Exercise goal: Which lines of the data contain the string "position"? Copy every one.

Extracted data:

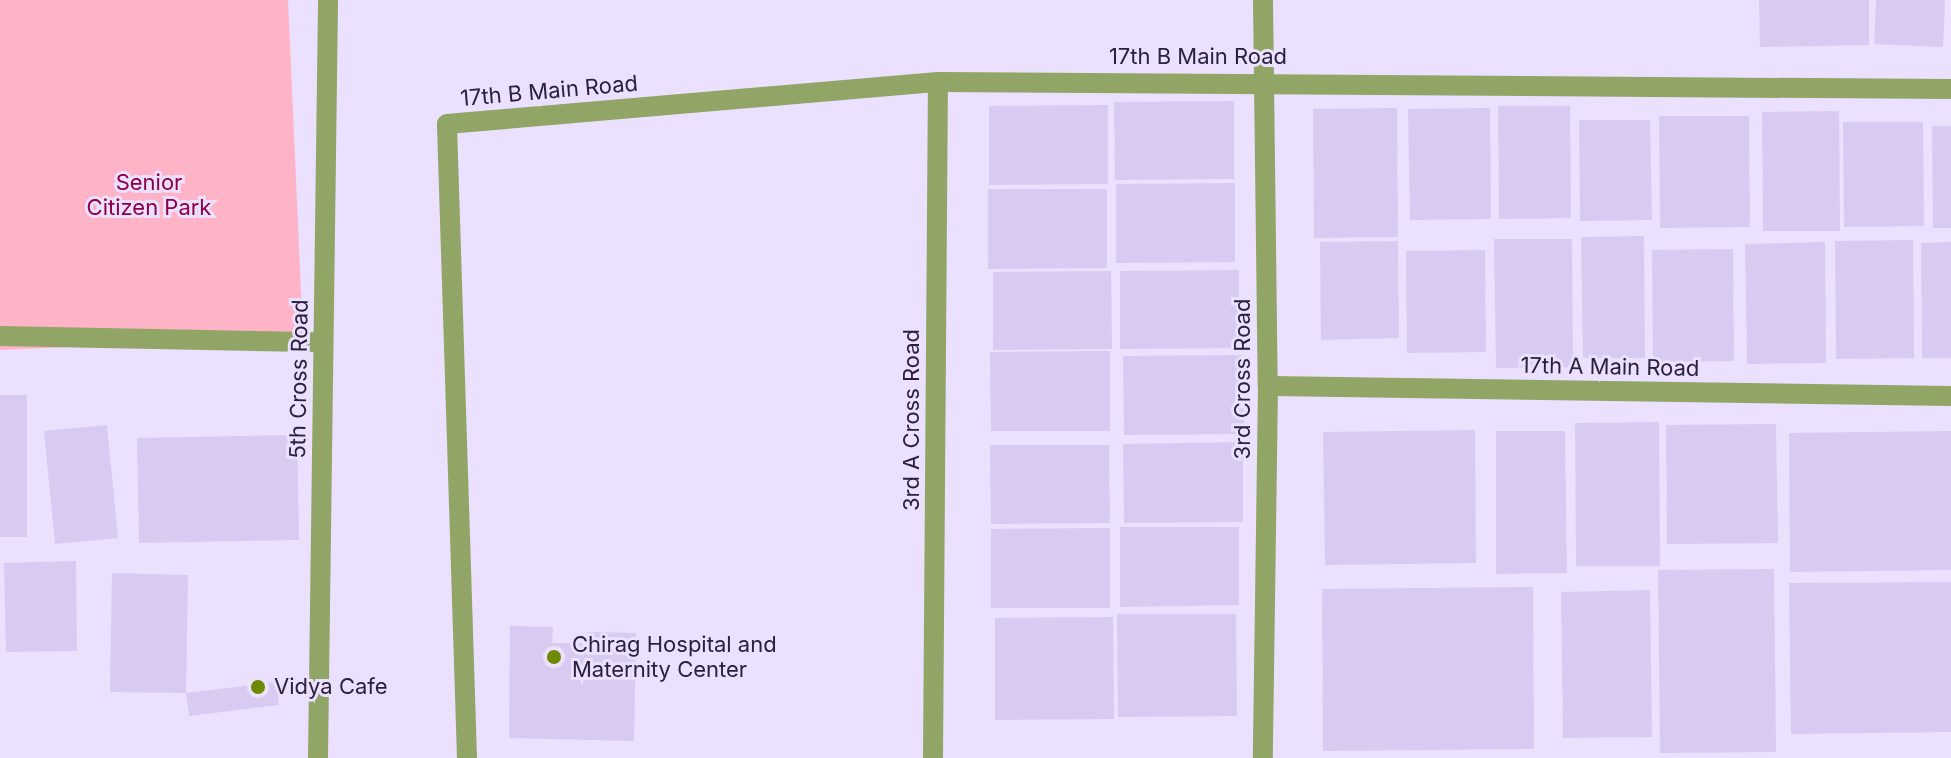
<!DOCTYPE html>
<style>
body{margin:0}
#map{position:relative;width:1951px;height:758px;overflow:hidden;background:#ebe0fd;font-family:Inter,sans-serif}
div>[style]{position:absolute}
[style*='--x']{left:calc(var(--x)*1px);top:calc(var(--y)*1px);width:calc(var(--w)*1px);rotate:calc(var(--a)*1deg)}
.green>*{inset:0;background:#feb4c6}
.building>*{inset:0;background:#d9caf1}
.minor>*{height:20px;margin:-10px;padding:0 10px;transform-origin:10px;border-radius:10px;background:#91a566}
.dots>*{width:22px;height:22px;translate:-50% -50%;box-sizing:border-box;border:4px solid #ebe0fd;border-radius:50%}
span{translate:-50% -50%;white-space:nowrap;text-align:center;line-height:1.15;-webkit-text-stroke:6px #ebe0fd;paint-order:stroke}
.street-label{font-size:22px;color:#2c213c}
.park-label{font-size:22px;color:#8e0044}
.poi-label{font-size:22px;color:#2c213c}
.left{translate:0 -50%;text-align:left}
</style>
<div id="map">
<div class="green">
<div style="clip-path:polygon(0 0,288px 0,303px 337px,0 350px)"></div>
</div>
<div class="building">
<div style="clip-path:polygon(1759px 0,1869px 0,1869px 45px,1760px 47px)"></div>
<div style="clip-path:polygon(1876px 0,1945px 0,1943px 47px,1874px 44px)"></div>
<div style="clip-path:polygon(1234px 101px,1234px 179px,1115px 180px,1114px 102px)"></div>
<div style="clip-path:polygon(1108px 105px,1108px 184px,989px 185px,989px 106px)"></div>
<div style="clip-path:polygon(1498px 106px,1570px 106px,1571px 218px,1499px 219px)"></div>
<div style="clip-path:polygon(1397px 108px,1398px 237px,1314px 238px,1313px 109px)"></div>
<div style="clip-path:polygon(1490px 108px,1491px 219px,1410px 220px,1408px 109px)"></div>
<div style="clip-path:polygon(1839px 111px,1840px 231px,1763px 231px,1762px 112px)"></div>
<div style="clip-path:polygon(1659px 116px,1749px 116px,1750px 227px,1660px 228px)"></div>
<div style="clip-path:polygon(1579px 120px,1650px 120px,1652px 220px,1580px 221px)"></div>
<div style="clip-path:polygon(1843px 122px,1923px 122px,1924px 226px,1844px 227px)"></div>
<div style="clip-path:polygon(1932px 126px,1951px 126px,1951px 228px,1933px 228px)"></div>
<div style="clip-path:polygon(1235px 183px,1235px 262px,1116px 263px,1116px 184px)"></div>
<div style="clip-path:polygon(988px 189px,1107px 189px,1107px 268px,988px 269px)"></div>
<div style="clip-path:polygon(1644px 236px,1645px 358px,1583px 358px,1581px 237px)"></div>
<div style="clip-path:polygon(1494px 239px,1572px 239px,1573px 367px,1496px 368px)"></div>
<div style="clip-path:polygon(1913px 240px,1914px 358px,1836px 359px,1835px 241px)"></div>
<div style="clip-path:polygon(1398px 241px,1399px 338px,1321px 340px,1320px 242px)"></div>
<div style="clip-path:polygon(1825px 242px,1826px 363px,1747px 364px,1745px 244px)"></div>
<div style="clip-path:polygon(1951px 242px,1951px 358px,1922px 358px,1921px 243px)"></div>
<div style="clip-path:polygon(1733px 249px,1734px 361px,1653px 362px,1652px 250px)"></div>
<div style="clip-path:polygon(1485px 250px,1486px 352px,1407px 353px,1406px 251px)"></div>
<div style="clip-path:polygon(1239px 270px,1239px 348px,1120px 349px,1120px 271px)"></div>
<div style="clip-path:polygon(1111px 271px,1112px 349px,993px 350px,993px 272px)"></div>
<div style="clip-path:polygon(1110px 351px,1110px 431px,991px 431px,990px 352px)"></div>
<div style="clip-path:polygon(1242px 355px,1244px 434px,1124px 435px,1123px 356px)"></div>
<div style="clip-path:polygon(0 395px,27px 395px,27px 537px,0 537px)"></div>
<div style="clip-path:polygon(1659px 422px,1660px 566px,1576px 566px,1575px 423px)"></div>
<div style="clip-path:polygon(1776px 424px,1778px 543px,1667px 544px,1666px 425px)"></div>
<div style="clip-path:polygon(107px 425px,118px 538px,55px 544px,44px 431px)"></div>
<div style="clip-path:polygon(1475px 430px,1476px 563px,1325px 565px,1323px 432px)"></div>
<div style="clip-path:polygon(1496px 431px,1565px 431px,1567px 573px,1496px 574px)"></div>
<div style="clip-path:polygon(1951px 431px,1951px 570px,1790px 572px,1789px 433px)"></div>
<div style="clip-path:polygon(297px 435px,299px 540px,139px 543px,137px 438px)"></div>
<div style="clip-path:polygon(1243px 442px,1243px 522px,1124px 523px,1123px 444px)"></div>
<div style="clip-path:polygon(990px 445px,1109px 445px,1110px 523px,991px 524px)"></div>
<div style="clip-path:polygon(1120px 527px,1239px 527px,1239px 605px,1120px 607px)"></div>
<div style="clip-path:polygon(1110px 528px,1110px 608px,991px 608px,991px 529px)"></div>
<div style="clip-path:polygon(76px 561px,77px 651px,6px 652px,4px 563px)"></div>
<div style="clip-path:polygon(1774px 569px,1776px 752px,1660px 753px,1658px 570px)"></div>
<div style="clip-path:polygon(112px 573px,188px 575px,186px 693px,110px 692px)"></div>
<div style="clip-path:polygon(1951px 582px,1951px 732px,1791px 734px,1789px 583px)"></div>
<div style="clip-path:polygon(1533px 587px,1534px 749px,1323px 751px,1322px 589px)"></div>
<div style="clip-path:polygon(1650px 590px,1652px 737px,1563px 738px,1561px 592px)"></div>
<div style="clip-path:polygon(1117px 614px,1236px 614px,1237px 716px,1118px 717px)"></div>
<div style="clip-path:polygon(1113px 617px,1114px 719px,995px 720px,995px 618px)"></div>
<div style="clip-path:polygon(510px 626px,553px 627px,552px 643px,588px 643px,588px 632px,636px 633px,634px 741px,509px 738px)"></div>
<div style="clip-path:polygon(277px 682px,279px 705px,189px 716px,186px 693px)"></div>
</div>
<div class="minor">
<div style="--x:1263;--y:0;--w:386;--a:89.3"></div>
<div style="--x:1268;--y:386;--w:372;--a:90.8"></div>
<div style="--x:0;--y:336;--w:323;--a:1.1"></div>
<div style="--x:1268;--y:386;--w:683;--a:0.84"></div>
<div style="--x:318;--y:758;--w:758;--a:-89.24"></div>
<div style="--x:467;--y:758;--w:634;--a:-91.81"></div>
<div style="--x:447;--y:124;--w:493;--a:-4.9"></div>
<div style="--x:938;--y:82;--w:1013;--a:0.4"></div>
<div style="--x:933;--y:758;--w:676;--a:-89.58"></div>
</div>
<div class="dots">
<div style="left:554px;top:657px;background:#6e8900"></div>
<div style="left:258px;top:687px;background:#6e8900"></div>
</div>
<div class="street-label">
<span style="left:1198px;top:57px">17th B Main Road</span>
<span style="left:549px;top:91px;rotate:-5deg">17th B Main Road</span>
<span style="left:1610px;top:367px;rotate:1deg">17th A Main Road</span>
<span style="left:299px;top:379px;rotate:-89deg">5th Cross Road</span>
<span style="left:1243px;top:379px;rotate:-90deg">3rd Cross Road</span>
<span style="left:912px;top:420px;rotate:-90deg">3rd A Cross Road</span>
</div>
<div class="park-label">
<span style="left:149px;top:195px">Senior<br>Citizen Park</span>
</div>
<div class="poi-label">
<span class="left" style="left:572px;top:657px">Chirag Hospital and<br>Maternity Center</span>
<span class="left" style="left:274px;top:687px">Vidya Cafe</span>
</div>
</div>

Response to the exercise:
#map{position:relative;width:1951px;height:758px;overflow:hidden;background:#ebe0fd;font-family:Inter,sans-serif}
div>[style]{position:absolute}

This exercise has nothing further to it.